A lawyer filed a public interest litigation in the Rajasthan high court on Monday morning against the bill, which bars courts from taking up private complaints against public servants, such as serving and former judges, lawmakers, ministers and officials, without the government’s sanction.
The media is also barred from publishing any details identifying an accused till the government gives its nod for investigation. The Criminal Laws (Rajasthan Amendment) Ordinance, 2017, was promulgated on September 7.
In the assembly, Congress leaders protested against the bill and staged a walkout. Leader of opposition Rameshwar Dudi led a protest march as proceedings got underway and said the Congress opposed this ‘black law’ and would force the government to take back the ordinance.
State Congress president Sachin Pilot, who was detained along with several other party leaders, alleged that the BJP government was trying to institutionalise corruption by way of the order. “This draconian ordinance is a huge setback to public scrutiny. We will oppose it inside and outside the assembly,” he said.
“The government wants to cover up their own corruption. We’ll submit a memorandum to the President,” added Pilot.

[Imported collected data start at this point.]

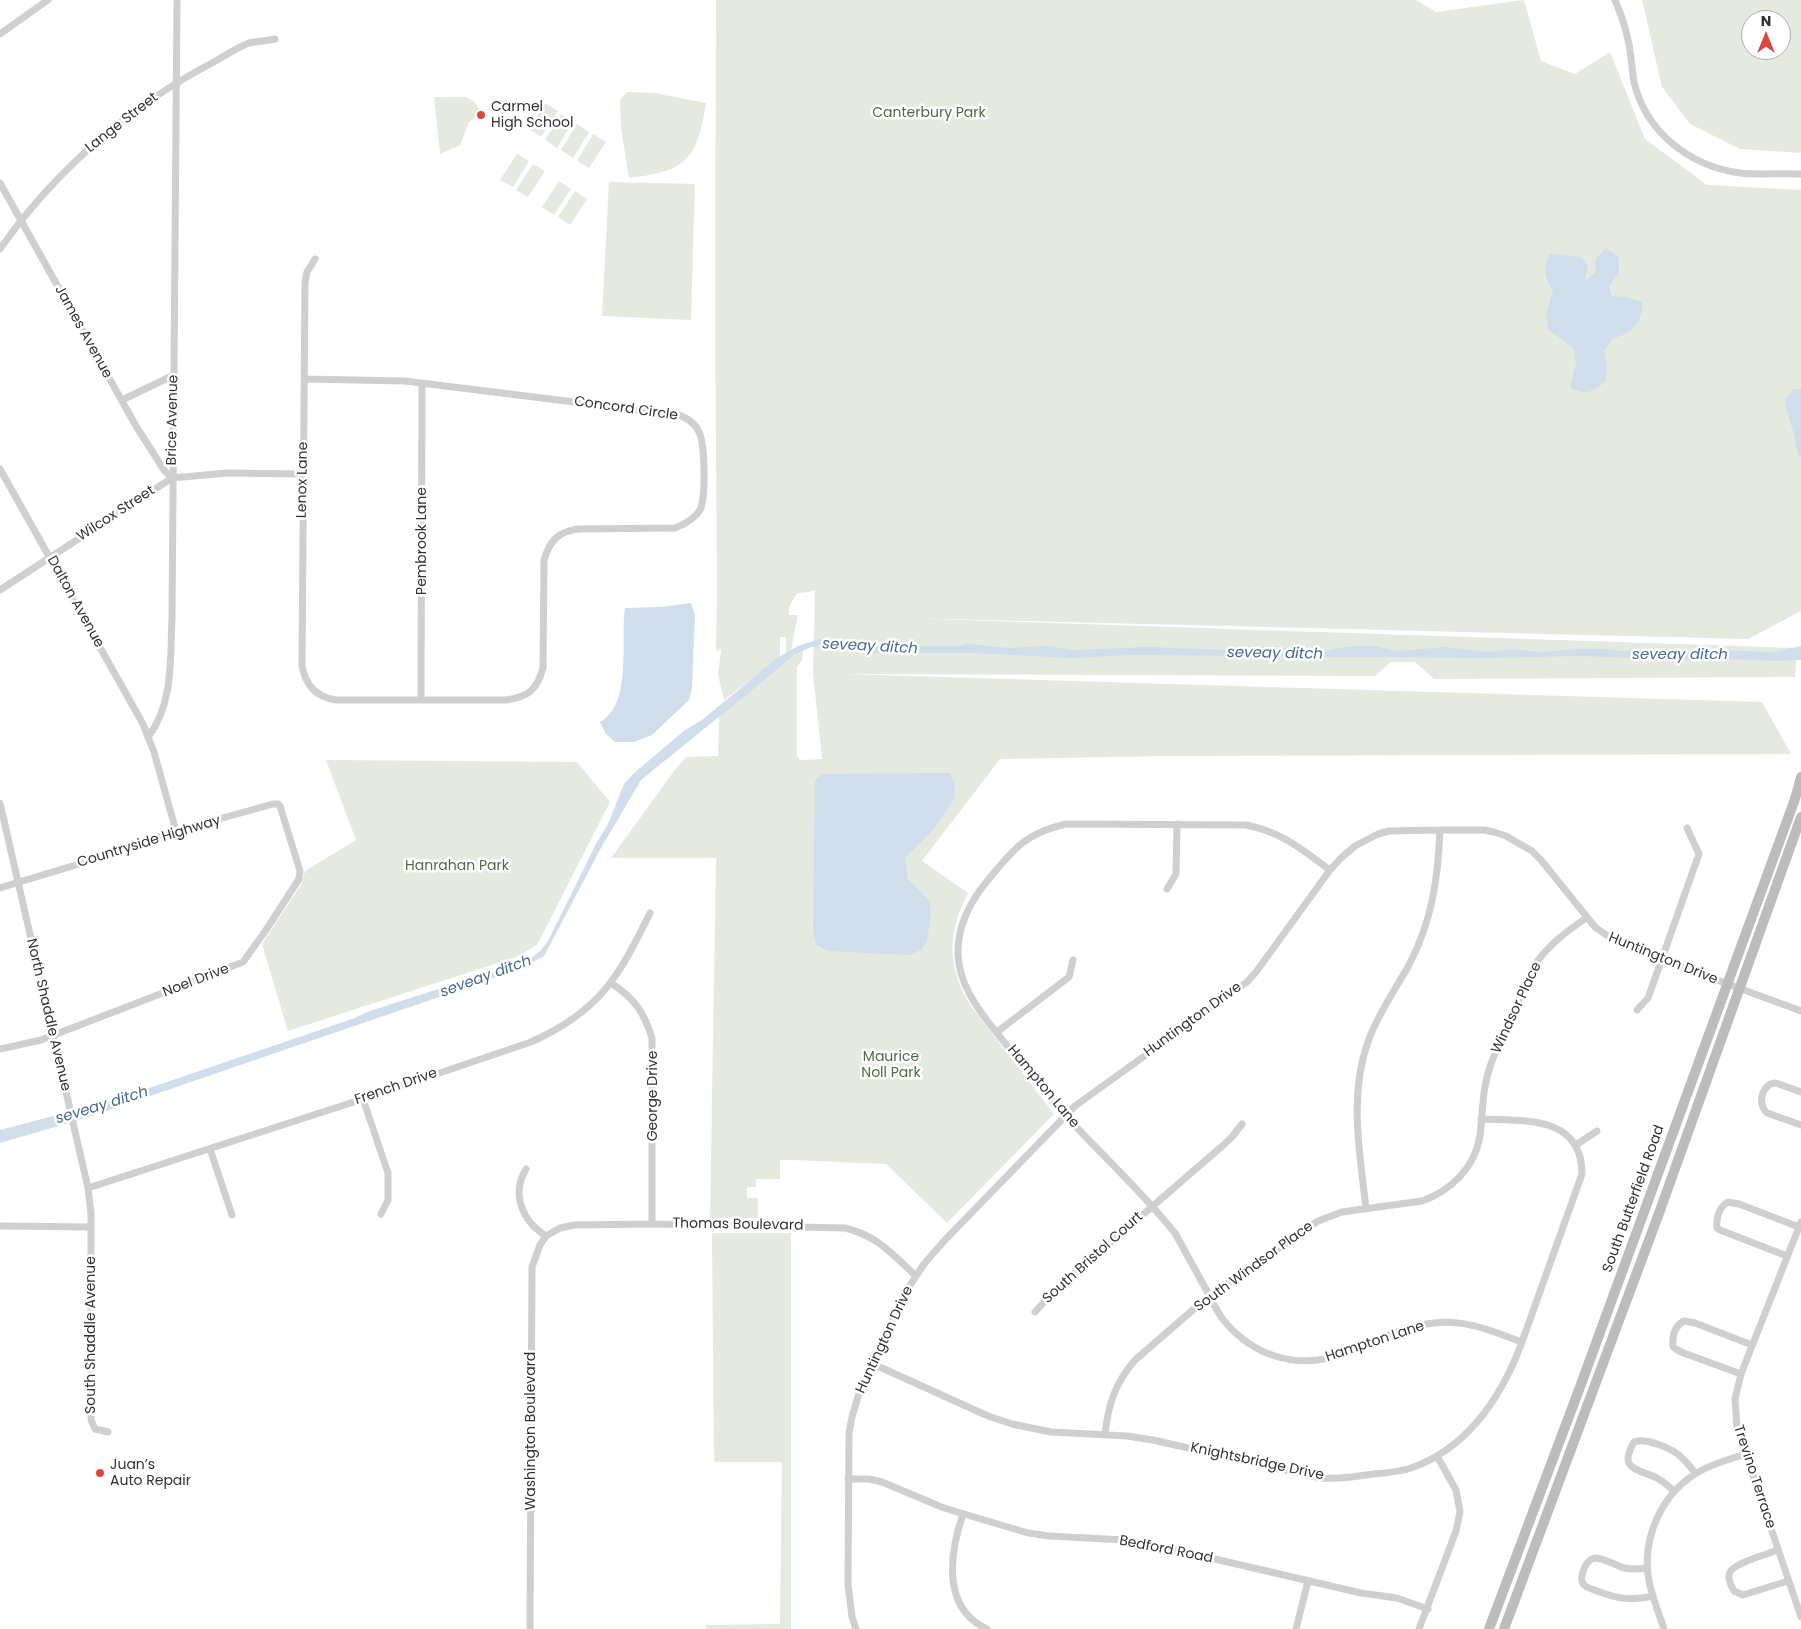 <!DOCTYPE html>
<meta charset="utf-8">
<style>
body{margin:0}
#map{position:relative;width:1801px;height:1629px;overflow:hidden;background:#fff;font-family:Poppins,sans-serif}
canvas{display:block}
.north{position:absolute;left:1741px;top:10px;width:50px;height:50px;box-sizing:border-box;background:#fff;border:1px solid #adadad;border-radius:50%;rotate:0deg;font-size:14px;font-weight:700;line-height:20px;text-align:center;color:#323232}
.north::after{content:'';display:block;margin:auto;width:18px;height:22px;background:#db4842;clip-path:polygon(50% 0,100% 100%,50% 72%,0 100%)}
</style>
<div id="map">
<canvas width="1801" height="1629"></canvas>
<div class="north">N</div>
</div>
<script>
const c = document.querySelector('canvas').getContext('2d');
c.lineJoin = 'round';
function fill(path, color) {
  c.fillStyle = color;
  c.fill(path, 'evenodd');
}
function trace(path, color, width, dash) {
  c.strokeStyle = color;
  c.lineWidth = width;
  c.lineCap = dash ? 'butt' : 'round';
  c.setLineDash(dash || []);
  c.stroke(path);
}
function write(font, color, halo, rows, align = 'center') {
  c.font = font + ' Poppins,sans-serif';
  c.lineWidth = 5;
  c.setLineDash([]);
  c.textBaseline = 'middle';
  c.strokeStyle = halo;
  c.fillStyle = color;
  for (const [text, x, y, turn = 0] of rows) {
    c.save();
    c.translate(x, y);
    c.rotate((+turn || 0) * Math.PI / 180);
    c.textAlign = isNaN(turn) ? turn : align;
    if (halo) c.strokeText(text, 0, 0);
    c.fillText(text, 0, 0);
    c.restore();
  }
}
const green = new Path2D(`
 M716,0H1416L1436,12L1524,0L1541,61L1575,74L1610,52L1645,139L1707,185L1801,190V611L1748,639L903,618L1797,648L1795,677L1434,679L1415,662H1391L1375,676L843,674L1762,702L1791,754L1171,756L1000,759L922,861L968,893C947,933 947,968 971,1006L1054,1114L947,1223L886,1164L791,1160H780V1179H756V1187H747V1198H758V1218H710L716,858H611L674,771L686,757L718,756L719,716L753,690L794,655L803,651L802,661L797,666V756L800,760L822,759L813,673L815,590L809,592L797,593L789,607V615H798L791,650L786,653V637H780V657L724,700L718,675L721,650L716,651L717,590L715,308Z
 M1642,0H1801V153L1740,149L1690,124L1662,87ZM1751,20H1781V50H1751Z
 M627,92L656,93L706,103C697,161 686,171 629,178L621,128L620,100Z
 M434,97H466L475,102L481,113L469,122L460,145L440,154Z
 M545,103L558,111L541,137L529,129Z
 M561,114L573,122L557,148L545,140Z
 M577,124L589,132L573,158L561,150Z
 M593,134L606,142L589,168L577,161Z
 M517,154L529,161L513,187L500,180Z
 M533,164L545,171L528,197L516,190Z
 M559,181L571,189L554,215L542,207Z
 M609,182L695,184L691,320L602,316Z
 M575,191L587,199L570,225L558,217Z
 M326,760L577,762L610,802L537,945L516,957L288,1031L262,944L302,883L305,871L356,840Z
 M712,1233H791V1629H706V1625L780,1624L782,1462H714Z`);
const water = new Path2D(`
 M1606,248L1619,258V273L1609,286L1612,296L1627,297L1642,302C1643,322 1632,334 1613,338L1604,351L1607,366L1606,381C1592,393 1587,395 1570,388L1576,363L1574,349L1548,329L1546,315L1553,290C1543,276 1543,270 1550,254L1581,257L1588,266L1585,281L1595,273L1596,259Z
 M1794,389H1801V458C1795,449 1796,441 1793,431C1790,420 1786,411 1785,400Z
 M691,603L695,615L692,688L689,700L652,735L634,742H615L606,734L600,722C633,704 620,640 625,608L661,607Z
 M820,639L853,646H888L895,643L908,646H959L968,644L1009,648L1048,646L1073,650L1148,647L1229,650L1262,647L1286,648L1305,651H1324L1338,648L1355,646H1373L1398,651L1445,647L1488,652L1512,649L1539,652L1580,649H1609L1621,651L1668,649L1703,652L1718,650L1774,652L1801,646V660L1775,661L1703,658L1693,660L1579,656L1487,658L1130,655L1073,658L972,653H867L823,646L811,647L794,655L753,690L715,720L641,780L601,848L544,956L523,967L480,983L284,1050L89,1117L0,1143V1130L117,1099L355,1018L367,1012L525,961C536,956 542,950 548,941L596,844L608,824L624,784L634,773L685,730L702,720L777,658L798,646Z
 M950,773L955,784L954,799L934,829L905,858L908,879L929,901L931,915L927,941L921,950L909,955L827,951L816,944L813,930L815,781L823,774Z`);
const minor = new Path2D(`
 M1615,0C1621,14 1626,29 1629,44C1631,56 1632,69 1634,82C1646,132 1689,166 1740,173C1760,175 1781,173 1801,174
 M0,34L48,0
 M0,183L136,426L164,470L172,478
 M0,249C54,172 128,107 212,63C223,57 236,48 249,43C257,41 266,41 275,39
 M304,379L405,381L679,415C688,419 695,423 699,432C705,444 706,498 700,510C695,519 685,524 675,528L578,529C558,532 550,540 544,560L543,668C537,690 528,697 506,700H336C316,697 305,685 302,665L305,282L307,272L315,259
 M122,400L174,375
 M0,469L143,724L154,752L176,831
 M0,590L172,478L227,473L303,474
 M421,699L422,384
 M148,737C174,704 170,657 172,618L177,0
 M0,803L88,1188L91,1213V1420L95,1429L108,1432
 M1330,870C1301,849 1282,832 1246,825L1066,824C1025,833 1013,850 988,880C968,904 954,932 959,964C964,996 989,1023 1009,1048C1027,1070 1045,1094 1065,1115C1097,1150 1133,1183 1164,1220L1175,1233C1186,1253 1197,1273 1208,1293C1213,1303 1218,1314 1225,1322C1239,1338 1255,1350 1275,1356C1337,1376 1376,1329 1434,1323C1466,1319 1494,1332 1522,1342
 M0,888L79,864L176,831L273,804H278L280,806L300,871L299,879L266,930L243,962L41,1040L0,1049
 M1167,889L1176,874L1177,824
 M611,983C634,998 644,1012 652,1038V1224
 M1637,1010L1648,998L1699,854L1687,828
 M997,1032L1069,977L1073,960
 M1801,1092L1776,1083L1770,1084C1761,1091 1758,1104 1767,1113L1801,1125
 M363,1099L388,1173V1200L381,1214
 M1576,1145L1597,1131
 M210,1149L232,1215
 M526,1169C511,1194 522,1221 546,1236
 M88,1188L363,1099L531,1042C600,1011 618,978 650,913
 M1366,1209C1360,1152 1348,1095 1369,1039C1379,1012 1395,990 1409,965C1432,921 1438,879 1440,830
 M1801,1222L1741,1374L1735,1399L1737,1428L1801,1617
 M0,1226L90,1227
 M1787,1256L1720,1230L1717,1228C1716,1218 1719,1207 1728,1202L1739,1204L1799,1227
 M1035,1312L1051,1294L1220,1148L1232,1137L1242,1124
 M871,1363L988,1416L1012,1424L1051,1432L1127,1436L1153,1440L1320,1478C1338,1479 1355,1477 1373,1474C1386,1473 1399,1472 1411,1468C1468,1448 1502,1396 1522,1342L1582,1174C1582,1115 1524,1121 1481,1119
 M1741,1374L1681,1352L1673,1347C1672,1336 1674,1326 1684,1321L1695,1323L1752,1345
 M1105,1435C1108,1405 1115,1383 1135,1360L1209,1296L1318,1221L1342,1212L1422,1201C1451,1191 1475,1167 1480,1136C1483,1111 1482,1088 1491,1064C1503,1031 1520,999 1534,966C1548,945 1566,932 1586,918
 M848,1479H869L882,1482L944,1508L1028,1533L1049,1536L1125,1540L1146,1543L1361,1593L1397,1598L1428,1609
 M1674,1491C1668,1486 1662,1480 1655,1477C1634,1468 1619,1468 1634,1442C1645,1437 1674,1449 1682,1458C1687,1462 1691,1468 1695,1473
 M963,1514C950,1552 941,1608 987,1629
 M1778,1550C1768,1554 1734,1563 1730,1572C1727,1578 1731,1586 1734,1591L1743,1595L1788,1581
 M1647,1568C1640,1569 1632,1570 1624,1568C1615,1565 1604,1558 1595,1558C1586,1559 1579,1576 1583,1584C1586,1588 1593,1589 1597,1591C1619,1599 1629,1601 1653,1596
 M530,1629L532,1267L540,1245L546,1236L560,1228L574,1225L652,1224L845,1228C878,1236 892,1254 916,1276
 M856,1629L852,1617L848,1584L849,1433L852,1417L860,1390L905,1293L924,1264L944,1241L1075,1106L1247,982L1256,972L1330,870L1341,858L1355,846L1378,834L1389,831L1440,830H1484L1494,832L1506,836L1532,851L1541,860L1595,927L1619,944L1801,1011
 M1296,1629L1308,1581
 M1419,1629L1456,1531L1460,1512L1456,1490L1437,1456
 M1664,1629C1659,1613 1652,1597 1649,1581C1641,1538 1662,1491 1702,1470C1715,1463 1731,1459 1745,1454`);
const secondary = new Path2D(`
 M1489,1629L1580,1387L1795,799L1801,777
 M1504,1629L1658,1216L1801,817`);
const markers = [
 [481,115,5,"#db4842"],
 [100,1473,5,"#db4842"]
];
const poiNames = [
 ["Carmel",491,107],
 ["High School",491,123],
 ["Juan’s",110,1465],
 ["Auto Repair",110,1481]
];
const parkNames = [
 ["Canterbury Park",929,113],
 ["Hanrahan Park",457,866],
 ["Maurice",891,1057],
 ["Noll Park",891,1073]
];
const streetNames = [
 ["Lange Street",122,123,-38],
 ["James Avenue",83,332,61],
 ["Concord Circle",626,409,8],
 ["Brice Avenue",173,420,-89],
 ["Lenox Lane",303,480,-89],
 ["Wilcox Street",116,514,-33],
 ["Pembrook Lane",422,541,-90],
 ["Dalton Avenue",75,602,61],
 ["Countryside Highway",149,842,-17],
 ["Huntington Drive",1663,959,22],
 ["Noel Drive",196,981,-21],
 ["Windsor Place",1517,1008,-65],
 ["North Shaddle Avenue",48,1015,77],
 ["Huntington Drive",1193,1020,-36],
 ["French Drive",396,1087,-19],
 ["Hampton Lane",1043,1087,50],
 ["George Drive",653,1096,-90],
 ["South Butterfield Road",1634,1199,-70],
 ["Thomas Boulevard",738,1225,1],
 ["South Bristol Court",1093,1258,-42],
 ["South Windsor Place",1254,1267,-36],
 ["South Shaddle Avenue",91,1335,-90],
 ["Huntington Drive",885,1340,-65],
 ["Hampton Lane",1375,1342,-18],
 ["Washington Boulevard",531,1431,-90],
 ["Knightsbridge Drive",1257,1462,12],
 ["Trevino Terrace",1754,1477,72],
 ["Bedford Road",1166,1550,11]
];
const waterNames = [
 ["seveay ditch",870,647,3],
 ["seveay ditch",1275,654,1],
 ["seveay ditch",1680,655],
 ["seveay ditch",486,977,-20],
 ["seveay ditch",102,1106,-17]
];
fill(green, '#e4eadf');
fill(water, '#d0ddeb');
trace(minor, '#cfcfcf', 7);
trace(secondary, '#bcbcbc', 10);
for (const [x, y, r, color] of markers) {
  const dot = new Path2D();
  dot.arc(x, y, r, 0, 2 * Math.PI);
  c.fillStyle = color;
  c.fill(dot);
  trace(dot, '#fff', 2);
}
write('14px', '#323232', '#fff', poiNames, 'left');
write('14px', '#506c41', '#fff', parkNames);
write('14px', '#323232', '#fff', streetNames);
write('italic 15px', '#446a90', '#fff', waterNames);
</script>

Madam Chief Minister, with all humility we are in the 21'st century. It's 2017, not 1817. https://t.co/ezPfca2NPS— Office of RG (@OfficeOfRG) October 22, 2017
But the Centre defended the controversial ordinance, saying it was “perfect and balanced”. “Individual rights and media have been both taken care of. This law is very much needed in these times,” junior law minister PP Chaudhury told news agency ANI.
Activists have also opposed the bill that seeks to “protect both serving and former judges, magistrates and public servants in Rajasthan” from being investigated for on-duty action without its prior sanction, saying it muzzles free speech.
“What is the government trying to hide from the public? The PUCL demands that the Government repeal this ordinance. The PUCL will challenge this ordinance in the Rajasthan High Court,” said Kavita Srivastava, general secretary of civil rights group People’s Union for Civil Liberties (PUCL).
The ordinance, which provides 180 days immunity to the officers, reads, “No magistrate shall order an investigation nor will any investigation be conducted against a person, who is or was a judge or a magistrate or a public servant.”
If there is no decision on the sanction request post the stipulated time period, it will automatically mean that sanction has been granted.
The ordinance amends the Criminal Code of Procedure, 1973 and also seeks curb on publishing and printing or publicising in any case the name, address, photograph, family details of the public servants.
Violating the clause would call for two years imprisonment.